- BUY Entry 2.93 – Target – 3.17 Stop Loss – 2.75
- Headquartered in Singapore, Sembcorp Industries (SCI) leverages its sector expertise and global track record to deliver solutions that support energy transition and sustainable development. By focusing on growing its Renewables and Integrated Urban Solutions businesses, SCI aims to transform its portfolio towards a greener future and be a leading provider of sustainable solutions. SCI has a balanced energy portfolio of 16.5GW, with 7.0GW of gross renewable energy capacity comprising solar, wind and energy storage globally. SCI also has a track record of transforming raw land into sustainable urban developments, with a project portfolio spanning over 13,000 hectares across Asia.
- Media reports on electricity wholesale price spike. On 18 July, media reported that Singapore’s wholesale electricity price surged for a second time during the week, a sign of further volatility in the market amidst a global power crunch. The cost of 1 megawatt-hour jumped to more than S$4,200, close to the pricing cap of S$4,500. The high price was also sticky for the longest period this year, with the pricing staying for 3 hours. The latest prolonged surge implied a tightness in the market that could not easily be mitigated. High prices would also incentivise power generation companies such as SCI to sell more electricity. Prices staying high thus suggests a fundamental lack of sufficient capacity.
- Share price erased gains despite positive profit guidance. SCI’s share price has essentially given up all gains that were made during its positive profit guidance. Recall that SCI announced that it was looking at stronger-than-expected 1H22 performance driven by its conventional energy segment as electricity prices in Singapore and India remained high. Recall that SCI’s FY21 performance was already substantially stronger on a YoY basis. FY21 turnover/adjusted net profit jumped 43%/57% YoY to S$7.8bn/S$472m mainly on contributions from conventional energy again. Notably, sustainable solutions also saw turnover improve 17% YoY.
- Forecasts upbeat with room for further rerating. The Street currently has 9/2/0 BUY/HOLD/SELL ratings and an average TP of S$3.45. Based on consensus estimates, FY22F gross revenue/net profit should pick up by 9.7%/6.6 YoY to S$8.55bn/S$503m respectively.
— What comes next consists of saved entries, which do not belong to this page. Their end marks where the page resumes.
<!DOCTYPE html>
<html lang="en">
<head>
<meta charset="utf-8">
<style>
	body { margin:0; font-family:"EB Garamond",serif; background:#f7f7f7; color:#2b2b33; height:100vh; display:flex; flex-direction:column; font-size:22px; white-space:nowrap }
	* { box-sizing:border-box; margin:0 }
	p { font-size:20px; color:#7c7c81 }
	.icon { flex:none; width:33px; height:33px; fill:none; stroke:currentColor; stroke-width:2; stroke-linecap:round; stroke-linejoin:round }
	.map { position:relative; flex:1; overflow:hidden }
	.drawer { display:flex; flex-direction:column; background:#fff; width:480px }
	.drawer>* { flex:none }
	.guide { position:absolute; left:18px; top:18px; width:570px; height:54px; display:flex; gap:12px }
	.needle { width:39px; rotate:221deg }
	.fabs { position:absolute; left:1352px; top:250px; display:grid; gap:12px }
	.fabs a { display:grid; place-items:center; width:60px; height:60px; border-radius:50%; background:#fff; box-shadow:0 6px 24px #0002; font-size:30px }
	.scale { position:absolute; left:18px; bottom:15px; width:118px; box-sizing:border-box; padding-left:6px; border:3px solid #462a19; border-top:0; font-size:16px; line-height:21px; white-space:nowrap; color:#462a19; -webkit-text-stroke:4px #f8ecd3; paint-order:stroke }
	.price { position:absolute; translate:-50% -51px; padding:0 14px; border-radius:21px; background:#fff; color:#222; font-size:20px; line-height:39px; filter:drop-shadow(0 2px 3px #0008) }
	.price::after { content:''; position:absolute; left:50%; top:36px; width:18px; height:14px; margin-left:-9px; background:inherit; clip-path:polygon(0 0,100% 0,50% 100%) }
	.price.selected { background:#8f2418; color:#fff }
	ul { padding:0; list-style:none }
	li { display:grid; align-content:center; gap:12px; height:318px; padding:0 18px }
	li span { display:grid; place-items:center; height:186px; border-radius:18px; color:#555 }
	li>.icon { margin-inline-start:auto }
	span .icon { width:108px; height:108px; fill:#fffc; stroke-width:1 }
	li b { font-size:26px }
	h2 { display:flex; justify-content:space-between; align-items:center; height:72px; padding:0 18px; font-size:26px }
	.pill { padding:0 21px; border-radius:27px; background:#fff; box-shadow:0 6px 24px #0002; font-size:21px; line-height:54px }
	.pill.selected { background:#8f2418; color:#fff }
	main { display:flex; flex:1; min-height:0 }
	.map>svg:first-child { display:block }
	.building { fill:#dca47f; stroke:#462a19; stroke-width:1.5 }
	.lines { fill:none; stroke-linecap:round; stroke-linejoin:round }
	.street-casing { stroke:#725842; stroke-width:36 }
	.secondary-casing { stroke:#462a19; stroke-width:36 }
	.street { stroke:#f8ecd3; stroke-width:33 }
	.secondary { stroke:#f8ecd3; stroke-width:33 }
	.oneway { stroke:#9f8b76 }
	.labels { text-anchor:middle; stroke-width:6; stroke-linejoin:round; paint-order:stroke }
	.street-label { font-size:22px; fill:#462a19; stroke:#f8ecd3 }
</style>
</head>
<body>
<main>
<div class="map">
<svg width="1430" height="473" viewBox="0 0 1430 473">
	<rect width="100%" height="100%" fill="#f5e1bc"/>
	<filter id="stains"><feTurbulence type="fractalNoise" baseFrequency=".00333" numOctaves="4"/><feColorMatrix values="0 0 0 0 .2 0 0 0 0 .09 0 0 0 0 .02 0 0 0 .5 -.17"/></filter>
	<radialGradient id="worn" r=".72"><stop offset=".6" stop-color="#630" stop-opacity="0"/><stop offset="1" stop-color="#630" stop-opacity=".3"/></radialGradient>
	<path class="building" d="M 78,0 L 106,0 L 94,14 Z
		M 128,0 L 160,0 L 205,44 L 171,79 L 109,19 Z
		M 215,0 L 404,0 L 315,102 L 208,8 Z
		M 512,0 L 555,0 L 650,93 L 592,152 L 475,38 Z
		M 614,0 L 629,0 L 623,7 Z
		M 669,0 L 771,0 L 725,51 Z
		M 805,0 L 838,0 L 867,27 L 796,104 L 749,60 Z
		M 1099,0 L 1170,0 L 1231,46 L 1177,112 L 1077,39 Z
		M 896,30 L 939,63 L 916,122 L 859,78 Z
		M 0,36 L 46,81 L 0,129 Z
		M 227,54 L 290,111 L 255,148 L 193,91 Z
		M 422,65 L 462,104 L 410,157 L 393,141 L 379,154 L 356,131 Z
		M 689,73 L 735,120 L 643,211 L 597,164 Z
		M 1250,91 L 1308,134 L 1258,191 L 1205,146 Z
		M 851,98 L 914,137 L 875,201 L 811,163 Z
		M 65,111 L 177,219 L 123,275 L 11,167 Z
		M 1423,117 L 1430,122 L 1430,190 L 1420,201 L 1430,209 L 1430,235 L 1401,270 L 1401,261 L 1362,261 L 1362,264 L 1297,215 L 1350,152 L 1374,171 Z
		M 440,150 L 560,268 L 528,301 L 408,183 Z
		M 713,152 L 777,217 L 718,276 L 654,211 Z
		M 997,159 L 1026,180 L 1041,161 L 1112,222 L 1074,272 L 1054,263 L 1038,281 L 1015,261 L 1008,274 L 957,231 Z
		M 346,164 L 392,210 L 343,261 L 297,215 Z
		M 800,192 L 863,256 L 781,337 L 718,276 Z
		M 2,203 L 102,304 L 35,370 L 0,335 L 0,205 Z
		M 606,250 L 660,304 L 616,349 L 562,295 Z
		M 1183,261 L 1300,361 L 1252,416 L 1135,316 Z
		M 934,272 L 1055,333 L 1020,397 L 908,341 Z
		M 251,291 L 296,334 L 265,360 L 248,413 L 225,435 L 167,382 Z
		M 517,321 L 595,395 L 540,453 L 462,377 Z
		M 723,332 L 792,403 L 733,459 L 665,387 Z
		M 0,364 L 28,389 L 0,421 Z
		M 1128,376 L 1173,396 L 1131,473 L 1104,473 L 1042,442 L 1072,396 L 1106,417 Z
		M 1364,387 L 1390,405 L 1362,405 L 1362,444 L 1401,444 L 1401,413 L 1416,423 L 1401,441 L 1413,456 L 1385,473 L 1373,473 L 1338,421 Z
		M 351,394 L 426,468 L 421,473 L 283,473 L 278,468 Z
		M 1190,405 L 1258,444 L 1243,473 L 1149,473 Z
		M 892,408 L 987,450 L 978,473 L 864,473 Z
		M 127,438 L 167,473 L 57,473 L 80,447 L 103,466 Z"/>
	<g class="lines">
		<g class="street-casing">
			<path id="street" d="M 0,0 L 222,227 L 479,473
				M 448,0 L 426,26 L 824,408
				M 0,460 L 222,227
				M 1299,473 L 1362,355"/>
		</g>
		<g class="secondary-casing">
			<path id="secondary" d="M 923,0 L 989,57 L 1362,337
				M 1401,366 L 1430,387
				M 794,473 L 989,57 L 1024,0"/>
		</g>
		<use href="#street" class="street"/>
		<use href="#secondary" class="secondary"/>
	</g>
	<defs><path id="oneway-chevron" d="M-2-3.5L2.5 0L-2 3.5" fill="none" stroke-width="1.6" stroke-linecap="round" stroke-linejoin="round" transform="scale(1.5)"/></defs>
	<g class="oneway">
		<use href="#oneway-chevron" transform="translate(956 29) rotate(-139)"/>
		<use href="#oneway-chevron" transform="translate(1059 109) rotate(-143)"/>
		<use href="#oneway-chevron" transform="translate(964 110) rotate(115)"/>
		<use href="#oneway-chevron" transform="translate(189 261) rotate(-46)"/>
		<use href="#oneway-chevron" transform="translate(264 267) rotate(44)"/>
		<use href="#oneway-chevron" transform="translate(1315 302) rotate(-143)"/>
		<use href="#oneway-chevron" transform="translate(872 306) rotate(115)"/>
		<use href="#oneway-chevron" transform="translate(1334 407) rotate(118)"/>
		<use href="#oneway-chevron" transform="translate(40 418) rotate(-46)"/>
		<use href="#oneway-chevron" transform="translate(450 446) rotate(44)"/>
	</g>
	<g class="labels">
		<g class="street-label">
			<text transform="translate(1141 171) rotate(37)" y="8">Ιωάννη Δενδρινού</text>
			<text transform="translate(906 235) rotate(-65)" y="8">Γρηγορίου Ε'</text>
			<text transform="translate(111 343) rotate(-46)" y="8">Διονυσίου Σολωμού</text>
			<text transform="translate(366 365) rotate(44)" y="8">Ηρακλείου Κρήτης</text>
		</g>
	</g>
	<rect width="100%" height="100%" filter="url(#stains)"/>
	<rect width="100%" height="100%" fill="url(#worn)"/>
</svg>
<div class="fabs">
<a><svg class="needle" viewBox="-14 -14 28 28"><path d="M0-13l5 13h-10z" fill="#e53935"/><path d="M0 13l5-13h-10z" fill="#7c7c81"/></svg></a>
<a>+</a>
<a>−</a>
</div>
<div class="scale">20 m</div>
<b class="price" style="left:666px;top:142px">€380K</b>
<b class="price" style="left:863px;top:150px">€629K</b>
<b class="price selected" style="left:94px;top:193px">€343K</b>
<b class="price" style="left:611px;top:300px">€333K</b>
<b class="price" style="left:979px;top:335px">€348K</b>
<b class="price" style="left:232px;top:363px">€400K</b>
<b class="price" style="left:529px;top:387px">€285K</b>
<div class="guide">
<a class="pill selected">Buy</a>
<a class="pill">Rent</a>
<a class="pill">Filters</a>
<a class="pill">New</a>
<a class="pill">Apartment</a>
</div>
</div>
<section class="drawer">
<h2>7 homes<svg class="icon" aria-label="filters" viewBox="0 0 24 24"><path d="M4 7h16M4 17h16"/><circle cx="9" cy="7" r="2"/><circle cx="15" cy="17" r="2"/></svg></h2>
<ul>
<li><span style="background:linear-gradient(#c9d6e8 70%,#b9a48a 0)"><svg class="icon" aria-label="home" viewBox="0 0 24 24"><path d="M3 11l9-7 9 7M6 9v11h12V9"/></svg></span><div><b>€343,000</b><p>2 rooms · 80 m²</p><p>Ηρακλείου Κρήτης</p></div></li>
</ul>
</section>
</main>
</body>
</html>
In line with this, the street is expecting FY22F DPU to jump 28% YoY to 6.4¢ (FY21: 5.0¢) or at a 2.2% yield. At current prices, SCI would trade at 11.1 forward P/E roughly at the YTD average of 11x, although this might change if the street starts a round of upgrades in the event of stronger-than-expected SCI results and more bullish guidance. SCI is due to announce 1H22 results on 5 August before trading commences.